VACUUM has a top-down structure, and so seems to me to be the natural
place to think about the high level needs of the table as a whole,
especially over time.

I don't think we actually need to scan the pages that we left some
LP_DEAD items in previous VACUUM operations. It seems possible to
freeze newly appended pages quite often, without needlessly revisiting
the pages from previous batches (even those with LP_DEAD items left
behind). Maybe we need to rethink the definition of "VACUUM operation"
a little to do that, but it seems relatively tractable.

As I said upthread recently, I am excited about the potential of
"locking in" a set of scanned_pages using a local/private version of
the visibility map (a copy from just after OldestXmin is initially
established), that VACUUM can completely work off of. Especially if
combined with the conveyor belt, which could make VACUUM operations
suspendable and resumable.

I don't see any reason why it wouldn't be possible to "lock in" an
initial scanned_pages, and then use that data structure (which could
be persisted) to avoid revisiting the pages that we know we already
visited (and left LP_DEAD items in). We could "resume the VACUUM
operation that was suspended earlier" a bit later (not have several
technically unrelated VACUUM operations together in close succession).
The later rounds of processing could even use new cutoffs for both
freezing and freezing, despite being from "the same VACUUM operation".
They could have an "expanded rel_pages" that covers the newly appended
pages that we want to quickly freeze tuples on.
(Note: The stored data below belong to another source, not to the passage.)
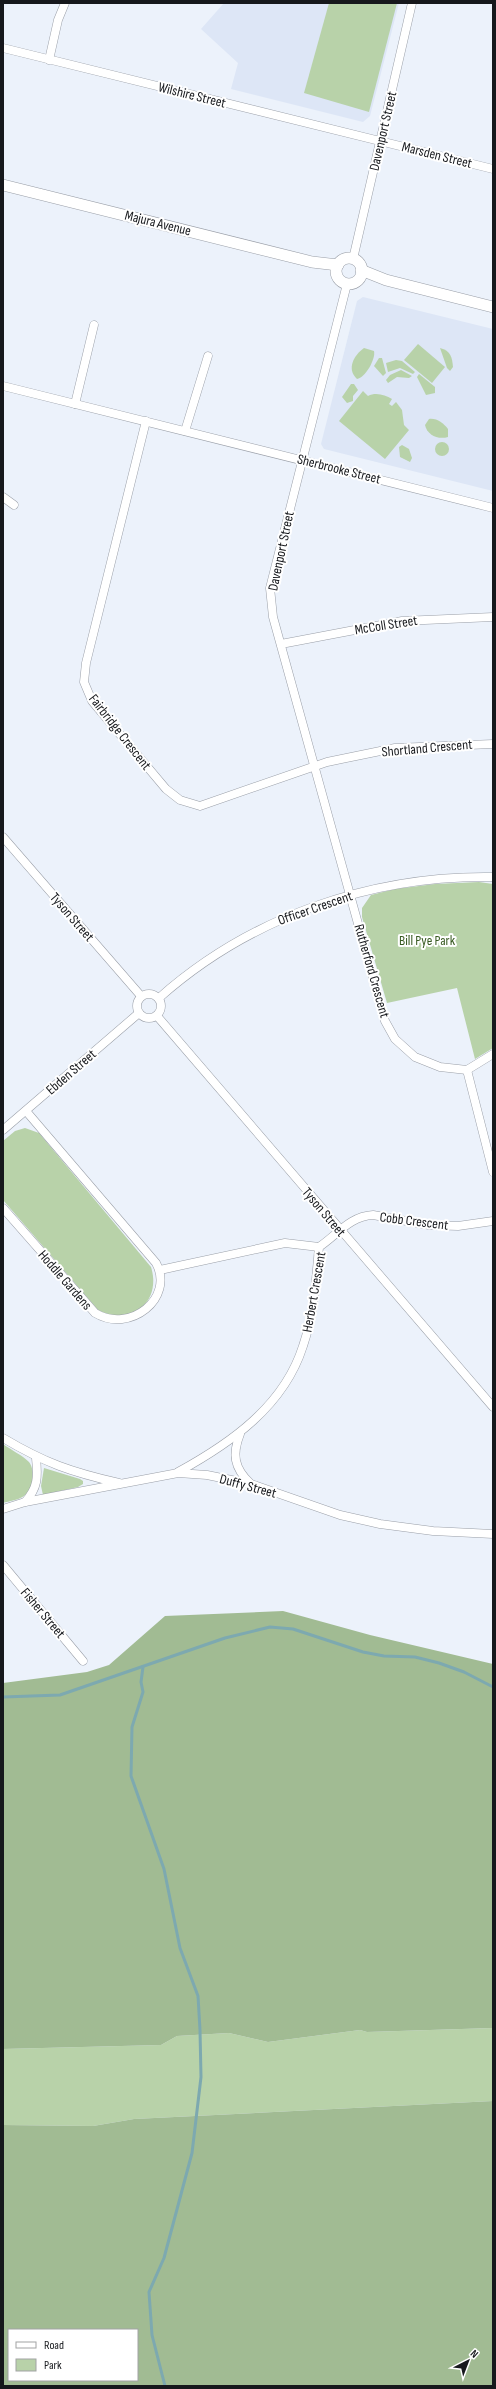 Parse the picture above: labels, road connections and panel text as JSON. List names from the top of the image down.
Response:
{
  "streets": {
    "main road": ["Majura Avenue"],
    "street": [
      "Wilshire Street",
      "Davenport Street",
      "Marsden Street",
      "Sherbrooke Street",
      "McColl Street",
      "Fairbridge Crescent",
      "Shortland Crescent",
      "Officer Crescent",
      "Tyson Street",
      "Rutherford Crescent",
      "Ebden Street",
      "Cobb Crescent",
      "Hoddle Gardens",
      "Herbert Crescent",
      "Duffy Street",
      "Fisher Street"
    ]
  },
  "crossings": [
    ["Wilshire Street", "Davenport Street"],
    ["Wilshire Street", "Marsden Street"],
    ["Davenport Street", "Marsden Street"],
    ["Davenport Street", "Majura Avenue"],
    ["Davenport Street", "Sherbrooke Street"],
    ["Davenport Street", "McColl Street"],
    ["Davenport Street", "Fairbridge Crescent"],
    ["Davenport Street", "Shortland Crescent"],
    ["Davenport Street", "Officer Crescent"],
    ["Davenport Street", "Rutherford Crescent"],
    ["Sherbrooke Street", "Fairbridge Crescent"],
    ["Fairbridge Crescent", "Shortland Crescent"],
    ["Officer Crescent", "Tyson Street"],
    ["Officer Crescent", "Rutherford Crescent"],
    ["Officer Crescent", "Ebden Street"],
    ["Tyson Street", "Ebden Street"],
    ["Tyson Street", "Cobb Crescent"],
    ["Tyson Street", "Herbert Crescent"],
    ["Cobb Crescent", "Herbert Crescent"],
    ["Herbert Crescent", "Duffy Street"]
  ],
  "parks": ["Bill Pye Park"],
  "legend": ["Road", "Park"],
  "north": "top right"
} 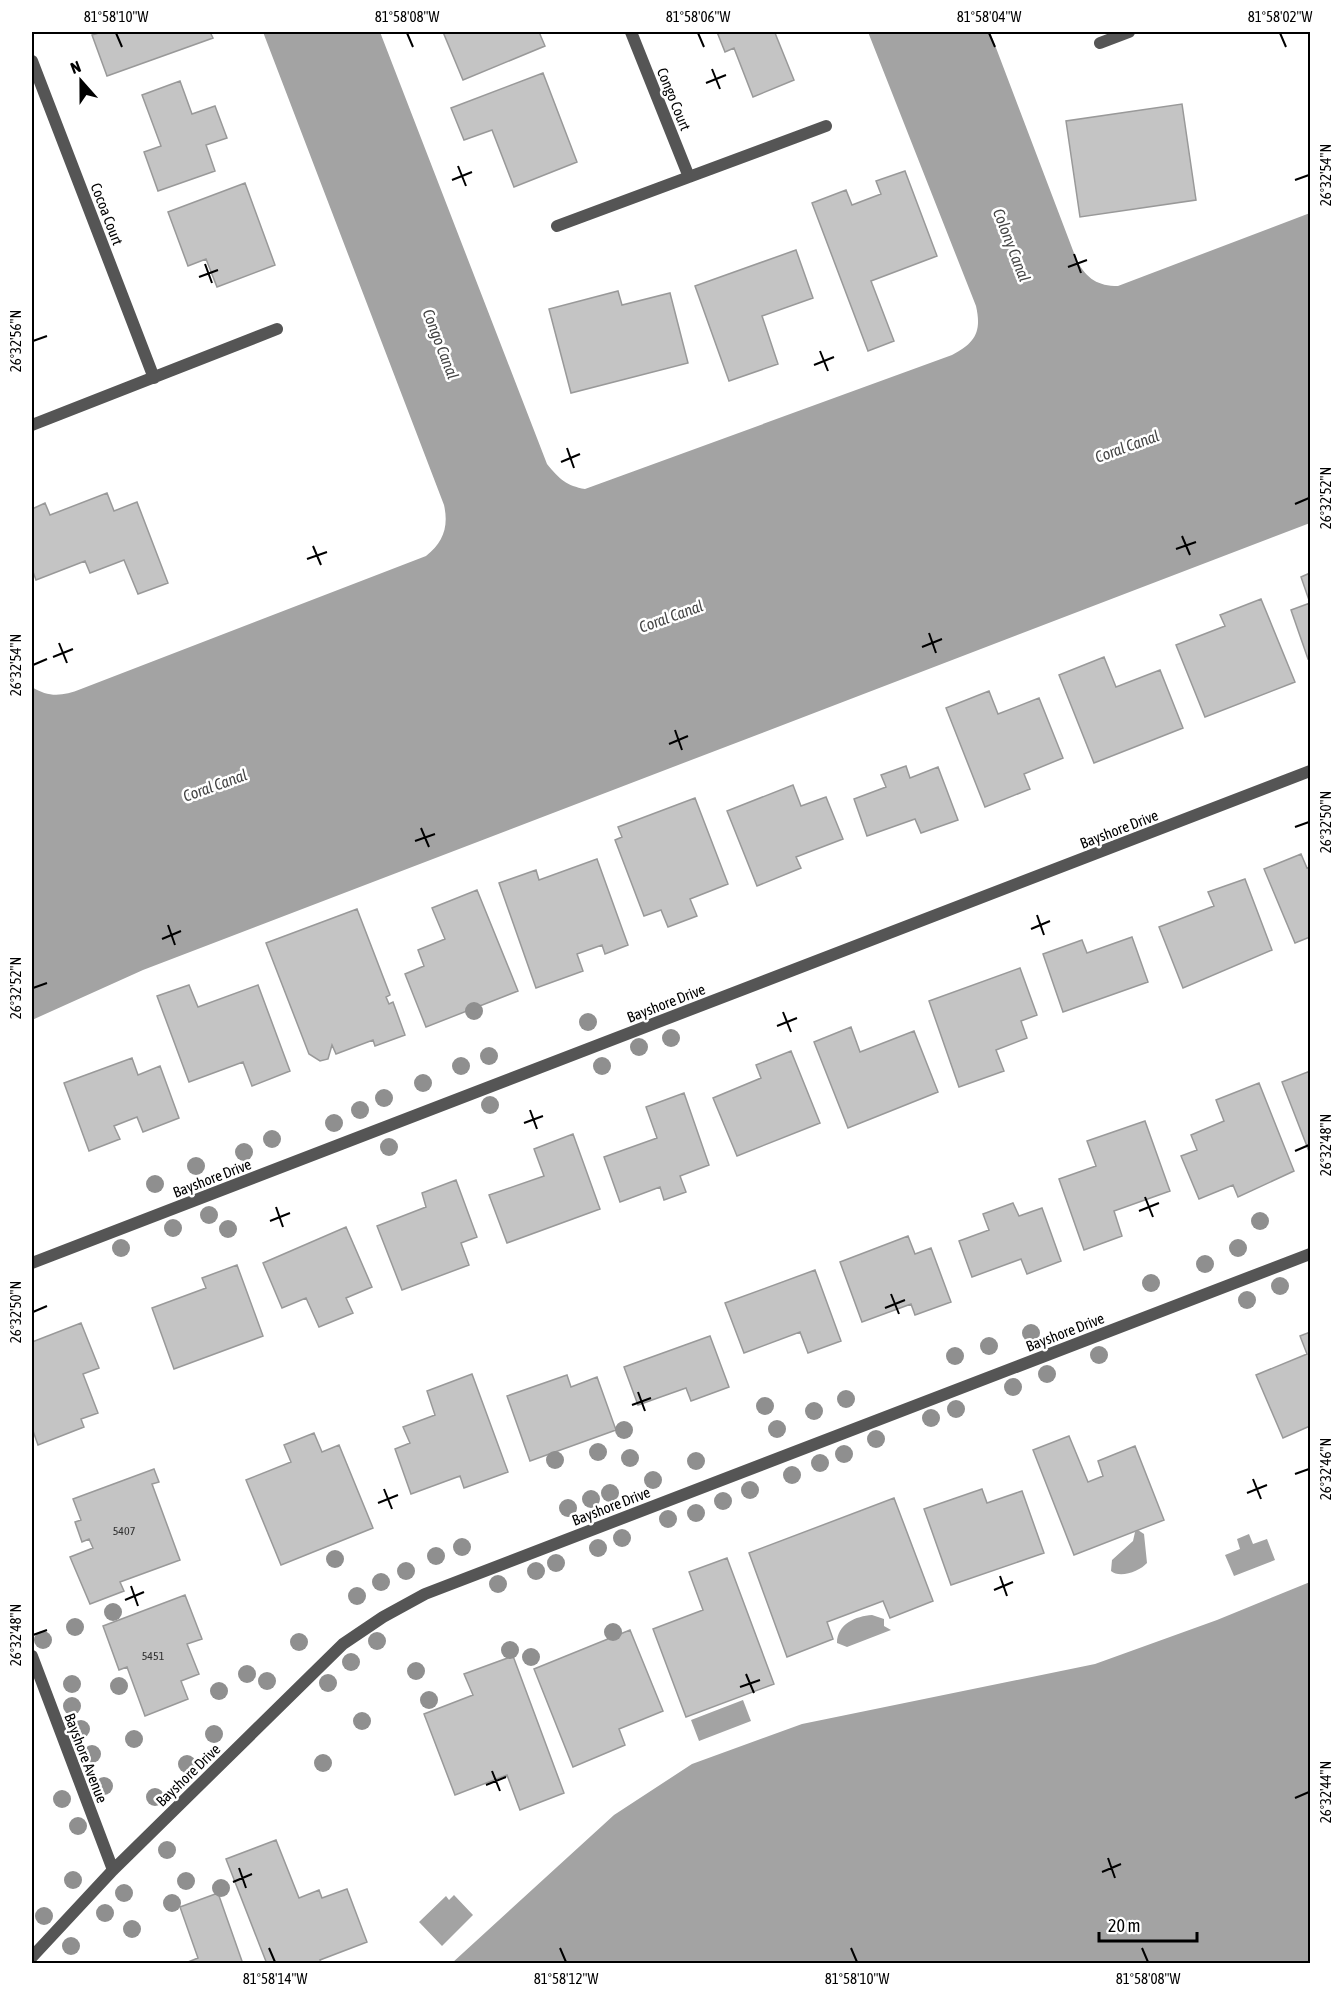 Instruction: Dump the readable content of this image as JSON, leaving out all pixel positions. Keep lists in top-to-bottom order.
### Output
{
  "streets": {
    "street": [
      "Congo Court",
      "Cocoa Court",
      "Bayshore Drive",
      "Bayshore Avenue"
    ]
  },
  "crossings": [
    ["Bayshore Drive", "Bayshore Avenue"]
  ],
  "water": ["Colony Canal", "Congo Canal", "Coral Canal"],
  "house_numbers": ["5407", "5451"],
  "scale_bar": "20 m",
  "north": "top",
  "coordinates": [
    "81°58'10\"W",
    "81°58'08\"W",
    "81°58'06\"W",
    "81°58'04\"W",
    "81°58'02\"W",
    "26°32'54\"N",
    "26°32'56\"N",
    "26°32'52\"N",
    "26°32'50\"N",
    "26°32'48\"N",
    "26°32'46\"N",
    "26°32'44\"N",
    "81°58'14\"W",
    "81°58'12\"W"
  ]
}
AFAICT the only thing that we need to do to make this safe is to carry
forward our original vacrel->NewRelfrozenXid (which can never be later
than our original vacrel->OldestXmin). Under this architecture, we
don't really "skip index vacuuming" at all. Rather, we redefine VACUUM
operations in a way that makes the final rel_pages provisional, at
least when run in autovacuum.

VACUUM itself can notice that it might be a good idea to "expand
rel_pages" and expand the scope of the work it ultimately does, based
on the observed characteristics of the table. No heap pages get repeat
processing per "VACUUM operation" (relative to the current definition
of the term). Some indexes will get "extra, earlier index vacuuming",
which we've already said is the right way to think about all this (we
should think of it as extra index vacuuming, not less index
vacuuming).

> > But, these same LP_DEAD-heavy tables *also* have a very decent
> > chance of benefiting from a better index vacuuming strategy, something
> > *also* enabled by the conveyor belt design. So overall, in either scenario,
> > VACUUM concentrates on problems that are particular to a given table
> > and workload, without being hindered by implementation-level
> > restrictions.
>
> Well this is what I'm not sure about. We need to demonstrate that
> there are at least some workloads where retiring the LP_DEAD line
> pointers doesn't become the dominant concern.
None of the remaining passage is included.